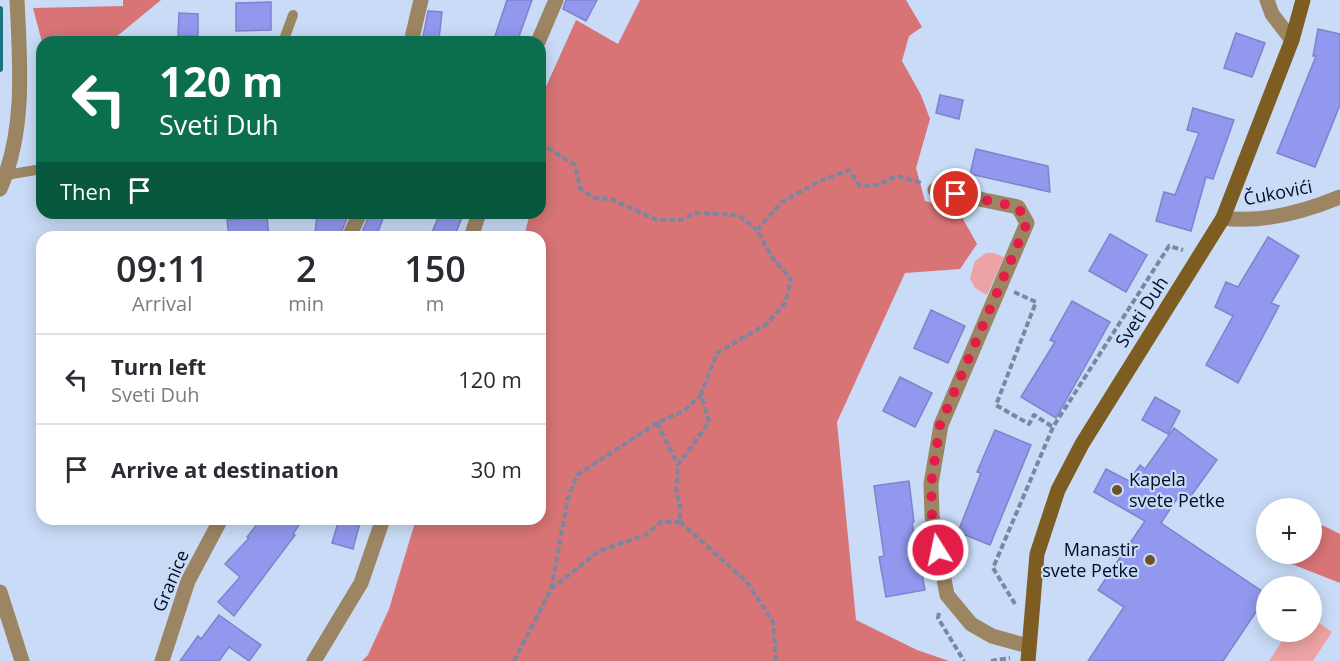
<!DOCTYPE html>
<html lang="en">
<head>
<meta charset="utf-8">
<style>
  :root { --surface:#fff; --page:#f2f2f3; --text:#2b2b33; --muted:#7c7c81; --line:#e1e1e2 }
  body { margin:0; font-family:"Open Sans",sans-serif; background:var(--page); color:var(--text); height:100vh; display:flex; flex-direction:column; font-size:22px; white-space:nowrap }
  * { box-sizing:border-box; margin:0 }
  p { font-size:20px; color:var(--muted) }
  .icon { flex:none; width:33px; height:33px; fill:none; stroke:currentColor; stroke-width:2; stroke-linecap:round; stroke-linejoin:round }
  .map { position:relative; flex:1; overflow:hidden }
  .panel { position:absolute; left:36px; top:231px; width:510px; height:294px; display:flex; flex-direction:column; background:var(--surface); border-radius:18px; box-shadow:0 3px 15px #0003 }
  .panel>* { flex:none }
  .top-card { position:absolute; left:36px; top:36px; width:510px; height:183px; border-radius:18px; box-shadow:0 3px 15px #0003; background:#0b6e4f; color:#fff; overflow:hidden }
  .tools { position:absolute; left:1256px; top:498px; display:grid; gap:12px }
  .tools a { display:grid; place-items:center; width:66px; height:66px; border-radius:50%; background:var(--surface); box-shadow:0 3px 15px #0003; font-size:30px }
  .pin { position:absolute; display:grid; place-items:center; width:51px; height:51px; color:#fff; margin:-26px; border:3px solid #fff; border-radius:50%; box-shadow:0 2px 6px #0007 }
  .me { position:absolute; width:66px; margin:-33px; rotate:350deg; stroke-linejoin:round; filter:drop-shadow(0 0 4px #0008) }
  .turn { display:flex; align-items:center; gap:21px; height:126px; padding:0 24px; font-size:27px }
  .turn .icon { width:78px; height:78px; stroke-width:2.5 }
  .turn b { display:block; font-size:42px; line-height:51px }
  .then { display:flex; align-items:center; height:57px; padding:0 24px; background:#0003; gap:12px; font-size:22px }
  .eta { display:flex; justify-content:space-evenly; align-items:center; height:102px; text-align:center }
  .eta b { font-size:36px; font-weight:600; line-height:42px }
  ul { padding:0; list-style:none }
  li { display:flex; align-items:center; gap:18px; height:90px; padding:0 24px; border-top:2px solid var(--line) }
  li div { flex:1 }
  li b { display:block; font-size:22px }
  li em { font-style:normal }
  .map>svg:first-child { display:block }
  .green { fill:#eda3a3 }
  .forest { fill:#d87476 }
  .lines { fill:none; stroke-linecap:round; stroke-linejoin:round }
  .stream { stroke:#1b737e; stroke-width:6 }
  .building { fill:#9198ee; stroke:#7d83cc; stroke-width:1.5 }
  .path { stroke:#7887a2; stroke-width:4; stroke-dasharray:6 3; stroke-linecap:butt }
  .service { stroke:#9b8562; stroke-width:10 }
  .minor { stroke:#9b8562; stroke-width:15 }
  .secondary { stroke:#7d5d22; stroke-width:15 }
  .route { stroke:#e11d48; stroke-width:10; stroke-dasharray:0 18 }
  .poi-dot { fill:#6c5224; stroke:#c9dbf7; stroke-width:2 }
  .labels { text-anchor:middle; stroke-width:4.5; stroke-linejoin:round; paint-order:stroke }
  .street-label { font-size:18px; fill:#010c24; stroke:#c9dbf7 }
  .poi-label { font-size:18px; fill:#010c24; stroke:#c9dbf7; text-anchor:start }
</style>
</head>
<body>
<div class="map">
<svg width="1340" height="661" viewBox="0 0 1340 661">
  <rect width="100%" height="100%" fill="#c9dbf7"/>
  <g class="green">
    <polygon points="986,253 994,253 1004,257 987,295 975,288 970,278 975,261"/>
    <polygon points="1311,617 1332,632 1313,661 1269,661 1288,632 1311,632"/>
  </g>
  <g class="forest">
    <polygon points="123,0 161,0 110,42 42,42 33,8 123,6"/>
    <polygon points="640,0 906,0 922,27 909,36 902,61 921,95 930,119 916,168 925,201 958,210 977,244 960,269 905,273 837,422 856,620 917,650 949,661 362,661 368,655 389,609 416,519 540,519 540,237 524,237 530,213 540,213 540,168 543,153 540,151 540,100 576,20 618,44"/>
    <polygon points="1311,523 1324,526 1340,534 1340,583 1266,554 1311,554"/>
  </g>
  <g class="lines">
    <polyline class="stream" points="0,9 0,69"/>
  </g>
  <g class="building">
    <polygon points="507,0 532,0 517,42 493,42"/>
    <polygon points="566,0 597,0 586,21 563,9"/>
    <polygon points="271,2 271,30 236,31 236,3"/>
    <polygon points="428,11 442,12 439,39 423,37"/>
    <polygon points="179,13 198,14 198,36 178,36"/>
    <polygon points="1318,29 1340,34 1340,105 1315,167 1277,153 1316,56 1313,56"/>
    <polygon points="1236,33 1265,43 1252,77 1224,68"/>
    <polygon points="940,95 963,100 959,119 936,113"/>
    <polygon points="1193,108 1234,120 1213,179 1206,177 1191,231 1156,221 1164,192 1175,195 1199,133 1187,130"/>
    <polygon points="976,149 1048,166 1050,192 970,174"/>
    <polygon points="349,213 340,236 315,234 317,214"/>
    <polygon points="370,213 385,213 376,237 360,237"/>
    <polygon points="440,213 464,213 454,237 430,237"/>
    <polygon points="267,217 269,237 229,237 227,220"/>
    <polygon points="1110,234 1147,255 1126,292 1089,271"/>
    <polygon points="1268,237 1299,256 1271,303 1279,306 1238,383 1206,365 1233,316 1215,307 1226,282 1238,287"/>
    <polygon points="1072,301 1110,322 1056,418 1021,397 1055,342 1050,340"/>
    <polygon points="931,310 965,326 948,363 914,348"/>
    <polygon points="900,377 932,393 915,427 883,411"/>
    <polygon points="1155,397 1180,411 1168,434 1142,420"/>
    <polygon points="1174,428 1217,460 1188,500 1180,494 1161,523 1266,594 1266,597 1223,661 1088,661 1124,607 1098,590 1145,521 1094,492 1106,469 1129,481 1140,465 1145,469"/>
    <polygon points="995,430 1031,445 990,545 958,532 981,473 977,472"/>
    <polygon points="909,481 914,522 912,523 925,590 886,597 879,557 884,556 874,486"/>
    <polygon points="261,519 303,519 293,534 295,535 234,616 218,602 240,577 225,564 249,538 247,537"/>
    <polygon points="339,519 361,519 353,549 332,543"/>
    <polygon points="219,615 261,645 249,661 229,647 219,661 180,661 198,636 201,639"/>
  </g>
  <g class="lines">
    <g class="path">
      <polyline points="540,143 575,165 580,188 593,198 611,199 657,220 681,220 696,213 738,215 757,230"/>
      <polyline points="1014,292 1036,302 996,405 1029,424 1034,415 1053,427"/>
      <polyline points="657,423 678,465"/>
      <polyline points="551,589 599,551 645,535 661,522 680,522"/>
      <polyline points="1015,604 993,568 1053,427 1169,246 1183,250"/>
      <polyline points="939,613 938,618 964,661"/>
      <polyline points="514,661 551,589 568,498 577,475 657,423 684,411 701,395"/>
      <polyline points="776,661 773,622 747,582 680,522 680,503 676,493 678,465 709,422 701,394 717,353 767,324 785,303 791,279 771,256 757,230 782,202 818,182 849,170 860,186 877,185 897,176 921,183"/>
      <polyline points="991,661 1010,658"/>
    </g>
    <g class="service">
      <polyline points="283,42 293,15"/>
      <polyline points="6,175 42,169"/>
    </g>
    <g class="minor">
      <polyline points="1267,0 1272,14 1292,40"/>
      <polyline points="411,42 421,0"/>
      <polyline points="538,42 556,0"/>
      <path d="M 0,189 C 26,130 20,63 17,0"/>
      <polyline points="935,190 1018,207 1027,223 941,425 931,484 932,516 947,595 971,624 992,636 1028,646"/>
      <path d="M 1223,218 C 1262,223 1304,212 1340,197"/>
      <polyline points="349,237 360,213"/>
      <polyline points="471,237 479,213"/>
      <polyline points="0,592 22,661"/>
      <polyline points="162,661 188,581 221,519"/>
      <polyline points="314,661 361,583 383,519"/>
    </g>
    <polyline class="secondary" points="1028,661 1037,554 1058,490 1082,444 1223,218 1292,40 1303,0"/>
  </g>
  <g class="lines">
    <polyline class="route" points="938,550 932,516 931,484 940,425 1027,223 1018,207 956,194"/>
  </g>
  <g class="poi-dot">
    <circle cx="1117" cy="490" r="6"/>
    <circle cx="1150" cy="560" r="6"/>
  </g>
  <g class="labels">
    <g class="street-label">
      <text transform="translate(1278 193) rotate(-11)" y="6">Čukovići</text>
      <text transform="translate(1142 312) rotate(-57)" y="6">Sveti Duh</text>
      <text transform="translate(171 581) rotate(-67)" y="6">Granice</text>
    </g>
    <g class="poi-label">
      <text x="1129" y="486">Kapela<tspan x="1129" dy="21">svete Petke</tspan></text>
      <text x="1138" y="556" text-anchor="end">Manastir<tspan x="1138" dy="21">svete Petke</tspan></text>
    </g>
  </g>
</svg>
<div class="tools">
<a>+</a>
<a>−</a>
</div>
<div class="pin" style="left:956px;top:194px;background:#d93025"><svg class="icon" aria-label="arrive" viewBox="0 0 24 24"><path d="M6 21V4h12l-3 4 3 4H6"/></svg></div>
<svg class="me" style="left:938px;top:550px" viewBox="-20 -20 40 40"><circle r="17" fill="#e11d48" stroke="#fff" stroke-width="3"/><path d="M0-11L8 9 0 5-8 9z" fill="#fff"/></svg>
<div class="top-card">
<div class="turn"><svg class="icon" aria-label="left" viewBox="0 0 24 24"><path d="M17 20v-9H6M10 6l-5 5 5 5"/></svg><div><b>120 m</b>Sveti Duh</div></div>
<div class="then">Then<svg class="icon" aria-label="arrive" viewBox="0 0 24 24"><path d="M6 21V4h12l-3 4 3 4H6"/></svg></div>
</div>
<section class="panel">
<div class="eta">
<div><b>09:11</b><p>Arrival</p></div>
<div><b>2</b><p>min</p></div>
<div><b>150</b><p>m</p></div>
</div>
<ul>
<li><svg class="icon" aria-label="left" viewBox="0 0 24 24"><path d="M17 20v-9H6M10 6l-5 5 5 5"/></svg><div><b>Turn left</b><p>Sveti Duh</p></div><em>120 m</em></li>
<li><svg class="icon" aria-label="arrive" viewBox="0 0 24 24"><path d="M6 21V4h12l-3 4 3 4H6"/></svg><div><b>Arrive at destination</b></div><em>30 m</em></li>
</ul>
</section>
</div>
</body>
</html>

• • • • •

Activity:
Copy out exactly the line that holds "at destination</b></div><em>30 m</em></li>" and all remaining lines of the listing, both the first and the last included.

Reply to the exercise:
<li><svg class="icon" aria-label="arrive" viewBox="0 0 24 24"><path d="M6 21V4h12l-3 4 3 4H6"/></svg><div><b>Arrive at destination</b></div><em>30 m</em></li>
</ul>
</section>
</div>
</body>
</html>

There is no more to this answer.